Blanchiment de fonds : Rs 16 M en coupures de Rs 1 000 déversées au dépotoir de Poudre d’Or 

Une affaire aux allures de scénario criminel, mêlant argent sale, intimidation et trafic de drogue, mobilise plusieurs unités de la police dont l’Anti Drug and Smuggling Unit (ADSU). Il s’agit de la disparition mystérieuse de près de Rs 16 millions, dissimulées dans des déchets, et la réaction brutale de trafiquants présumés venus réclamer leur dû.
Tout débute le 22 avril sur une station de transfert de déchets. Un contremaître (45 ans) au sein d’une société de nettoyage est de service lorsque survient un camion chargé d’ordures. Peu après le déversement, lors des opérations de tri mécanique, des coupures de banque de Rs 1 000 surgissent, éparpillées parmi les détritus.
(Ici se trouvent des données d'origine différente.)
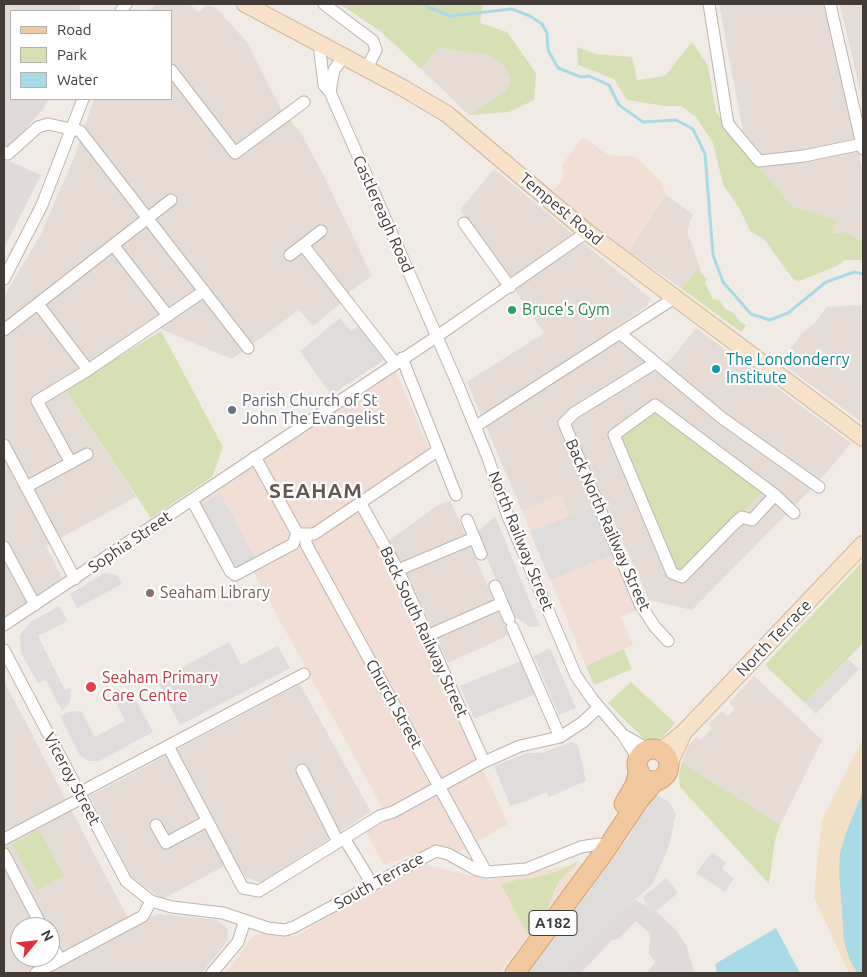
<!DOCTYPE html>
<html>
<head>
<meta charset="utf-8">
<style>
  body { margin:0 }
  #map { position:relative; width:867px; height:977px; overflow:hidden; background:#f1ebe6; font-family:Ubuntu,sans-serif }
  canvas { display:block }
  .frame { position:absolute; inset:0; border:5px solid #433b36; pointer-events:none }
  .legend { position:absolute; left:10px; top:10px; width:162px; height:90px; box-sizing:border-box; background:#fff; border:1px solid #b4b1af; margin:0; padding:6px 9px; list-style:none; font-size:15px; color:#433b36 }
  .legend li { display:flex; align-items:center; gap:10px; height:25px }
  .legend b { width:25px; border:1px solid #b4b1af }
  .north { position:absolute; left:10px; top:917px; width:50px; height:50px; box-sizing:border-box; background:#fff; border:1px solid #b4b1af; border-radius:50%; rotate:62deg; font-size:14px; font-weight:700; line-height:20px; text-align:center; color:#433b36 }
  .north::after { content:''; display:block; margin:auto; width:18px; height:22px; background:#e02f3a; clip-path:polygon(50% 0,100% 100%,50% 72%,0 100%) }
</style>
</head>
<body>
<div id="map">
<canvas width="867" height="977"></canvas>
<div class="frame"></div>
<ul class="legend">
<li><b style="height:6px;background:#f2c89e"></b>Road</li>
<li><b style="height:14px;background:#d6e0b4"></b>Park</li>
<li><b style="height:14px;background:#a9dbe7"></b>Water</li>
</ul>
<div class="north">N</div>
</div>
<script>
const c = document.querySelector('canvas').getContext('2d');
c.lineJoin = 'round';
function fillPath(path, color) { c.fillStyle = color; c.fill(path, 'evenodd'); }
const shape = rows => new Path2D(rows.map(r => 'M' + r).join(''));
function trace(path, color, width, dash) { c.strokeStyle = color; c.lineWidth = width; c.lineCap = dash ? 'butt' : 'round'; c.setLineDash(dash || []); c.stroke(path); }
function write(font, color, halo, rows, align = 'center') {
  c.font = font + ' Ubuntu,sans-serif'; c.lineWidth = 4.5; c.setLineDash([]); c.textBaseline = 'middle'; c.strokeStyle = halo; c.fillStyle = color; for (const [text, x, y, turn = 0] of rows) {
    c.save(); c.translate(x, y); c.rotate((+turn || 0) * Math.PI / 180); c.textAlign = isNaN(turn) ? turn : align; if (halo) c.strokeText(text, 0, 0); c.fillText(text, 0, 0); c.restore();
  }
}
const residential = shape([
  [158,4,190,4,198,12,207,5,217,9,247,42,281,109,302,135,323,174,372,276,348,293,341,303,313,326,299,310,232,359,158,328,64,389,136,497,46,546,62,578,4,618,4,296,40,236,74,158,94,99,171,99,171,11,148,11],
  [719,4,823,4,863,172,863,240,858,239,848,232,832,235,835,220,793,207,757,165,760,152,743,131],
  [840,4,863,4,863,104],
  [438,48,486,54,502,63,511,80,505,92,469,115,421,69],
  [494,169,650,298,648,305,613,329,658,369,671,359,696,328,851,443,820,480,692,610,649,600,605,501,569,516,561,495,522,511,467,382,544,333,460,210],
  [666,195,693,214,687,232,700,267,681,288,628,251],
  [855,305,863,307,863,423,780,362,803,332,815,323,827,307],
  [450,500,509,635,448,663,408,576,388,541,438,505],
  [754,676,822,740,780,825,682,762,688,746,697,737,701,740,706,735,712,728,709,724,722,711,728,716,735,709,729,703],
  [4,681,132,926,157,914,217,920,227,928,228,940,202,973,4,973],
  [20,927,50,927,50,957,20,957],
  [300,684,371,812,261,882,246,878,235,860,163,899,132,878,90,796]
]);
const commercial = shape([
  [583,137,608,155,636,157,662,183,666,195,627,251,583,218,553,190,564,179,562,165],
  [396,372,430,451,353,504,394,574,508,824,457,853,438,846,384,865,366,832,389,820,249,564,233,573,197,504],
  [561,495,570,516,596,505,640,609,621,617,633,645,586,666,522,511],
  [418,863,489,880,584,863,500,973,226,973,251,938,261,933,296,936]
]);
const industrial = shape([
  [4,4,80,4,79,11,11,11,11,99,49,99,43,109,4,153],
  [4,159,41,175,4,248],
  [635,900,656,911,674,928,686,945,695,973,646,973,656,962,649,954,650,934,636,921,619,939,612,940,581,973,562,973,593,935]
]);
const green = shape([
  [340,4,483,4,480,23,507,32,536,73,534,100,509,112,469,115,505,92,511,80,502,63,486,54,438,48,421,69,380,31],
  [692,42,708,66,716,112,757,165,793,207,836,220,832,234,848,232,858,239,863,240,863,260,845,260,837,266,799,281,793,279,764,239,750,231,741,211,723,184,713,143,696,117,681,106,665,106,627,100,614,79,578,65,577,47,596,54,632,57,637,80,665,76],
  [700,267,700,272,707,279,705,283,713,299,719,300,725,309,734,313,740,322,746,325,741,332,681,288],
  [161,331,223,447,212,477,151,518,65,390],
  [654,408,763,491,680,574,674,572,619,437],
  [863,561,863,643,805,703,765,665],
  [624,649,632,669,597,684,593,683,586,666],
  [631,682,675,723,662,738,653,741,644,739,608,703],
  [682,762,780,825,775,840,769,884,680,787,679,774],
  [39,830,64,876,37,890,12,844],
  [580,860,558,882,544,917,529,937,501,884,526,878,534,878,559,871]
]);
const sand = shape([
  [863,738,863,973,849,973,814,897,822,820]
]);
const parking = shape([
  [340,318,351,331,359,326,384,360,331,395,300,351],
  [220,493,255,558,233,569,200,506],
  [596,505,616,553,550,580,530,532],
  [495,516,540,626,530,627,511,614,476,533],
  [105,573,117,575,122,584,77,608,70,594],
  [59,606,68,621,38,636,65,690,71,688,70,702,62,711,46,680,38,683,21,653,20,635,31,622],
  [229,642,241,665,278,646,290,668,180,725,157,681],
  [550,648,576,708,559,715,534,656],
  [848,659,859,669,816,714,805,703],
  [521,661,535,694,474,719,460,686],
  [130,689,153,732,99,761,89,761,80,756,60,716,68,712,81,711,95,737,125,721,113,697],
  [572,742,578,745,586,781,549,797,546,792,524,802,510,806,494,766,527,753,541,753],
  [656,795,668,801,676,813,669,846,652,885,593,935,562,973,527,973,631,834,641,808],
  [712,852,726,862,722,869,734,878,725,892,696,873],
  [666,878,678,893,656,911,647,906,643,897]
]);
const water = shape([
  [863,791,863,973,857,973,850,960,844,941,839,870,840,853,846,833],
  [776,928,800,973,717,973,715,964]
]);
const stream = shape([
  [422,4,450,16,512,9,530,16,542,24,547,33,548,50,558,68,581,77,589,76,609,85,619,105,643,122,676,120,693,129,705,154,713,255,723,282,751,314,770,320,788,313,826,282,854,272,863,274]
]);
const street = shape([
  [324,4,373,41,376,50,367,68],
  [709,4,728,124,759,161,804,156,862,144],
  [830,4,863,149],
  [121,11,126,4],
  [324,45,320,52,324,85,330,92,458,385,488,458,507,514,576,676,593,700,623,735,639,760],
  [171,70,235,153,304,102],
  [330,92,334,70,344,56],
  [4,152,8,154,38,127,48,124,80,131,248,348],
  [464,223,510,287],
  [303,245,395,363],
  [114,246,168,316],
  [290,255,321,231],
  [4,279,42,205,83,99],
  [38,304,88,370],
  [4,330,171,200],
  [621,334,722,418,819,487],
  [402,358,456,495],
  [655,363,574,413,564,423,640,604,655,627,668,641],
  [655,405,775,495,752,520,742,517,734,524,682,577,672,573,614,435,655,405],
  [476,426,676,297],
  [4,445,75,579],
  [255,457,297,533],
  [71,463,37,401,88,370,204,291],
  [26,487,87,454],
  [775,495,794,513],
  [192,500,230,571,235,575,293,544,297,533],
  [361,504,398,570,484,762],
  [467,520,481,554],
  [299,534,314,534,437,451],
  [306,535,306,544,486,872],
  [4,547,35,605],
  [398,570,474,538],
  [495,586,509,619],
  [4,625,436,337,587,232],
  [512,627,560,737],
  [429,635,502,603],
  [4,650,126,881,151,901,172,907,223,913,268,928,285,930,294,927,436,851,448,854,477,870,486,872,526,869,581,847,599,844],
  [625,736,650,750],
  [168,746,243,888,259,891,380,816,393,812,484,762,520,746,560,737,583,722,599,707],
  [302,770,338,842],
  [79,793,304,674],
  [156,825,166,843,207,821],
  [344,838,372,884],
  [4,839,82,798],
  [4,854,42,927],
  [50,942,60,960],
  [36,973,143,916,151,901],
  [212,973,238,942,245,920]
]);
const secondary = shape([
  [245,4,403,88,447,114,587,232,863,438],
  [661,751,684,732,863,544],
  [669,764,683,734]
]);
const primary = shape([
  '637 765a16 16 0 1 1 32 0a16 16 0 1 1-32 0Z',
  [624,804,635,785,639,771],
  [515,973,607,848,639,800,655,781]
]);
const markers = [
  [512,310,5,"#2e9e5b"],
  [716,369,5,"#0f9aa8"],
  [232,410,5,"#6b7280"],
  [150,593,5,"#8d6e63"],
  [91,687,6,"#e0444e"]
];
const shields = [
  [553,923,48]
];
const shieldNames = [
  ["A182",553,923]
];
const streetNames = [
  ["Tempest Road",561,209,40],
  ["Castlereagh Road",383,214,66],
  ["Back North Railway Street",608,525,66],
  ["North Railway Street",521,541,68],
  ["Sophia Street",130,542,-34],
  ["Back South Railway Street",424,632,65],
  ["North Terrace",774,638,-46],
  ["Church Street",394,704,61],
  ["Viceroy Street",72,779,62],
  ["South Terrace",379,881,-29]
];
const leisureNames = [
  ["Bruce's Gym",522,310]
];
const cultureNames = [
  ["The Londonderry",726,360],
  ["Institute",726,378]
];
const worshipNames = [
  ["Parish Church of St",242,401],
  ["John The Evangelist",242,419]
];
const educationNames = [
  ["Seaham Library",160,593]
];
const healthNames = [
  ["Seaham Primary",102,678],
  ["Care Centre",102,696]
];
const districtNames = [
  ["SEAHAM",316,491]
];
fillPath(residential, '#e4dcd5');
fillPath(commercial, '#f1ded4');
fillPath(industrial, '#e0dbd8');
fillPath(green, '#d6e0b4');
fillPath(sand, '#f1dfc6');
fillPath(parking, '#dfdddb');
fillPath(water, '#a9dbe7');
trace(stream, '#a9dbe7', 3);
trace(street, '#beb4ad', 13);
trace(secondary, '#ceb79d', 18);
trace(primary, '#d4a171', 21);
trace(street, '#fff', 11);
trace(secondary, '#f8e3ca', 16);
trace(primary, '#f2c89e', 19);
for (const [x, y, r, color] of markers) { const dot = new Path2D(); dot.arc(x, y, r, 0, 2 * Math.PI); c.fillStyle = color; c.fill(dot); trace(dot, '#fff', 2); }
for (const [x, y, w] of shields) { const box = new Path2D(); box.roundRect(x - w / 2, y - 12.5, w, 25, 4); c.fillStyle = '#fff'; c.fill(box); trace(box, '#433b36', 1); }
write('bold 15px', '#433b36', null, shieldNames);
write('16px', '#433b36', '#fff', streetNames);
write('16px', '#27864d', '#fff', leisureNames, 'left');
write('16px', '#0d838f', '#fff', cultureNames, 'left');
write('16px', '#5b616d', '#fff', worshipNames, 'left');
write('16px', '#785e54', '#fff', educationNames, 'left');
write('16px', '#be3a42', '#fff', healthNames, 'left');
c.letterSpacing = '1px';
write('bold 21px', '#64574f', '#fff', districtNames);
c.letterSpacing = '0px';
</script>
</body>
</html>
La scène est surréaliste avec des liasses de billets mêlées aux déchets, comme si une fortune avait été jetée à la hâte ou dissimulée dans un chargement anodin. Rapidement, les employés présents, surpris mais conscients de la valeur de leur trouvaille, ramassent les billets visibles. Le contremaître reconnaît avoir récupéré une somme de Rs 30 000, tandis qu’un autre employé, âgé de 38 ans et travaillant comme Helper, admet en avoir pris Rs 45 000.
Mais derrière cette découverte fortuite se cache visiblement une réalité bien plus sombre. Selon les informations recueillies, la somme totale initialement dissimulée dans les déchets seraient de l’ordre de Rs 16 millions, un montant considérable, difficilement explicable dans un cadre légal. Très vite, une hypothèse s’impose : cet argent pourrait provenir d’activités illicites, notamment du trafic de drogue, où les grosses sommes en liquide sont courantes et souvent dissimulées pour échapper aux contrôles.
Le lendemain, trois individus inconnus font irruption sur le site à bord d’un véhicule. Leur attitude est directe, déterminée, et surtout menaçante. Ils demandent à voir le contremaître. Une fois face à lui, l’un des suspects, arborant de longs cheveux rastas et vêtu d’une chemise brune, profère des menaces, évoquant des violences graves. « Si mo pa gagn mo kass, zot kapav gagn koupe ek gagn bate. Ena la mor » , fait-il comprendre.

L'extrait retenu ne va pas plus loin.